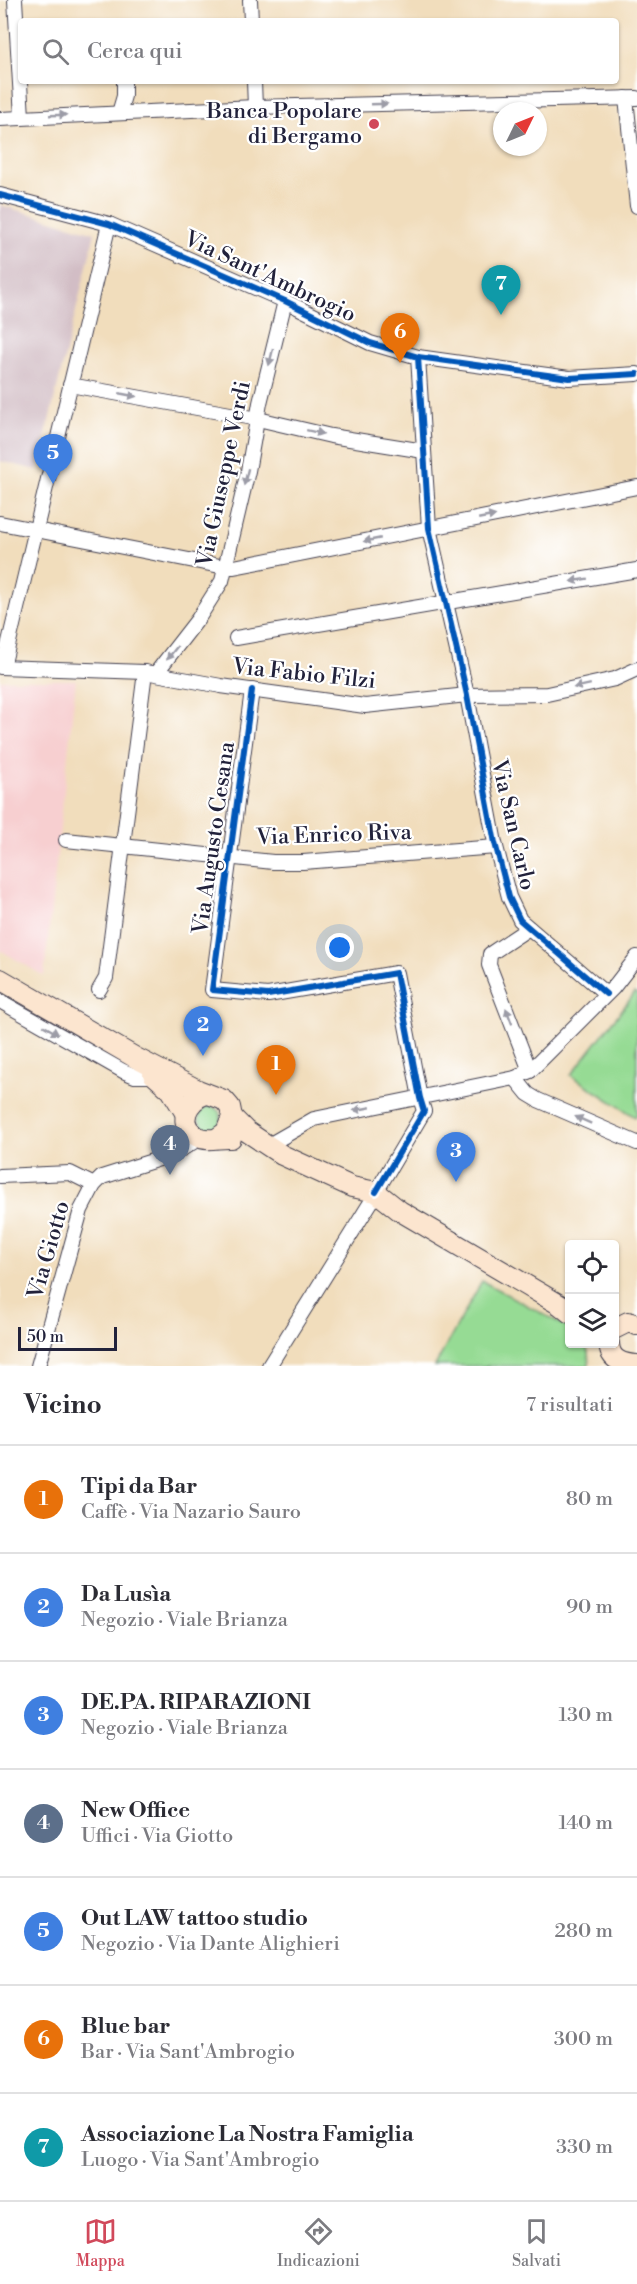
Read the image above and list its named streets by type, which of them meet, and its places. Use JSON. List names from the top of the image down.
{
  "streets": {
    "street": [
      "Via Sant'Ambrogio",
      "Via Giuseppe Verdi",
      "Via Fabio Filzi",
      "Via San Carlo",
      "Via Enrico Riva",
      "Via Augusto Cesana",
      "Via Giotto"
    ]
  },
  "crossings": [
    ["Via Sant'Ambrogio", "Via Giuseppe Verdi"],
    ["Via Sant'Ambrogio", "Via San Carlo"],
    ["Via Giuseppe Verdi", "Via Fabio Filzi"],
    ["Via Fabio Filzi", "Via San Carlo"],
    ["Via Fabio Filzi", "Via Augusto Cesana"],
    ["Via San Carlo", "Via Enrico Riva"],
    ["Via Enrico Riva", "Via Augusto Cesana"]
  ],
  "one_way": ["Via Giuseppe Verdi"],
  "places": ["Banca Popolare di Bergamo"],
  "scale_bar": "50 m",
  "north": "top right",
  "page": {
    "search": "Cerca qui",
    "pins": [
      "7",
      "6",
      "5",
      "2",
      "1",
      "4",
      "3"
    ],
    "scale": "50 m",
    "heading": ["Vicino", "7 risultati"],
    "list": [
      {
        "mark": "1",
        "name": "Tipi da Bar",
        "note": "Caffè · Via Nazario Sauro",
        "value": "80 m"
      },
      {
        "mark": "2",
        "name": "Da Lusìa",
        "note": "Negozio · Viale Brianza",
        "value": "90 m"
      },
      {
        "mark": "3",
        "name": "DE.PA. RIPARAZIONI",
        "note": "Negozio · Viale Brianza",
        "value": "130 m"
      },
      {
        "mark": "4",
        "name": "New Office",
        "note": "Uffici · Via Giotto",
        "value": "140 m"
      },
      {
        "mark": "5",
        "name": "Out LAW tattoo studio",
        "note": "Negozio · Via Dante Alighieri",
        "value": "280 m"
      },
      {
        "mark": "6",
        "name": "Blue bar",
        "note": "Bar · Via Sant'Ambrogio",
        "value": "300 m"
      },
      {
        "mark": "7",
        "name": "Associazione La Nostra Famiglia",
        "note": "Luogo · Via Sant'Ambrogio",
        "value": "330 m"
      }
    ],
    "nav": ["Mappa", "Indicazioni", "Salvati"]
  }
}
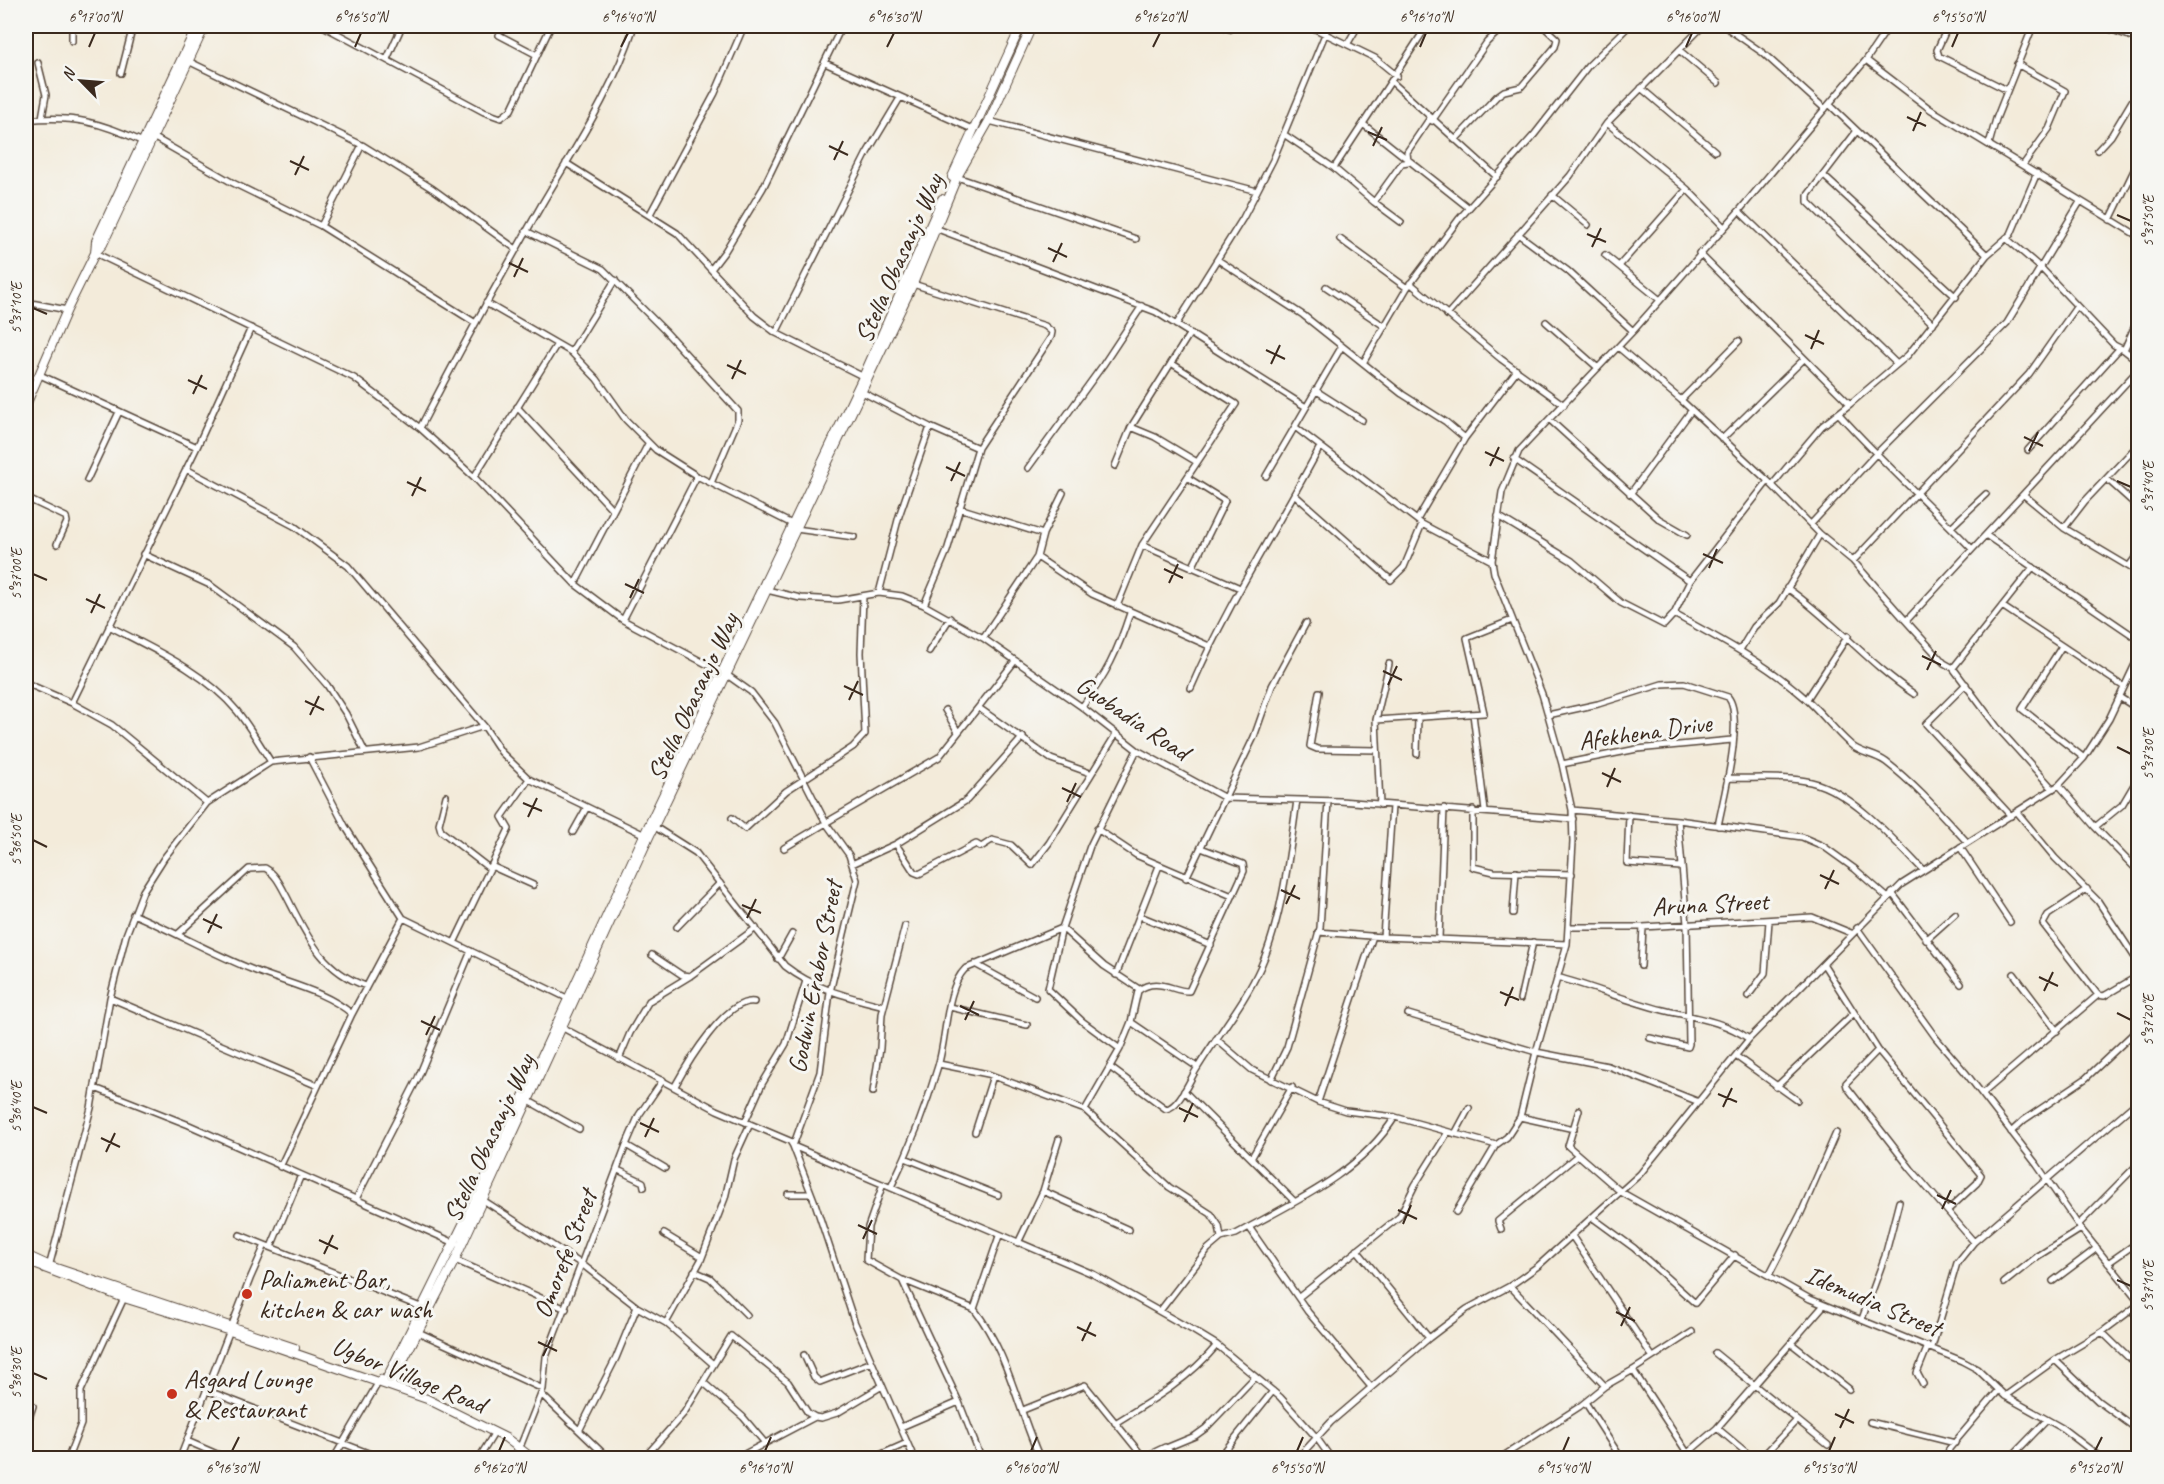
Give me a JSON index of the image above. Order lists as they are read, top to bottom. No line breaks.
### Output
{"streets":{"street":["Stella Obasanjo Way","Guobadia Road","Afekhena Drive","Aruna Street","Godwin Erabor Street","Omorefe Street","Idemudia Street","Ugbor Village Road"]},"crossings":[["Stella Obasanjo Way","Guobadia Road"],["Stella Obasanjo Way","Godwin Erabor Street"],["Stella Obasanjo Way","Ugbor Village Road"],["Omorefe Street","Ugbor Village Road"]],"places":["Paliament Bar, kitchen & car wash","Asgard Lounge & Restaurant"],"north":"top left","coordinates":["6°17'00\"N","6°16'50\"N","6°16'40\"N","6°16'30\"N","6°16'20\"N","6°16'10\"N","6°16'00\"N","6°15'50\"N","5°37'50\"E","5°37'10\"E","5°37'40\"E","5°37'00\"E","5°37'30\"E","5°36'50\"E","5°37'20\"E","5°36'40\"E","5°36'30\"E","6°15'40\"N","6°15'30\"N","6°15'20\"N"]}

● How to complete this task:
Sift through the entries and copy every line with "above".

● Answer space:
Read the image above and list its named streets by type, which of them meet, and its places. Use JSON. List names from the top of the image down.
Give me a JSON index of the image above. Order lists as they are read, top to bottom. No line breaks.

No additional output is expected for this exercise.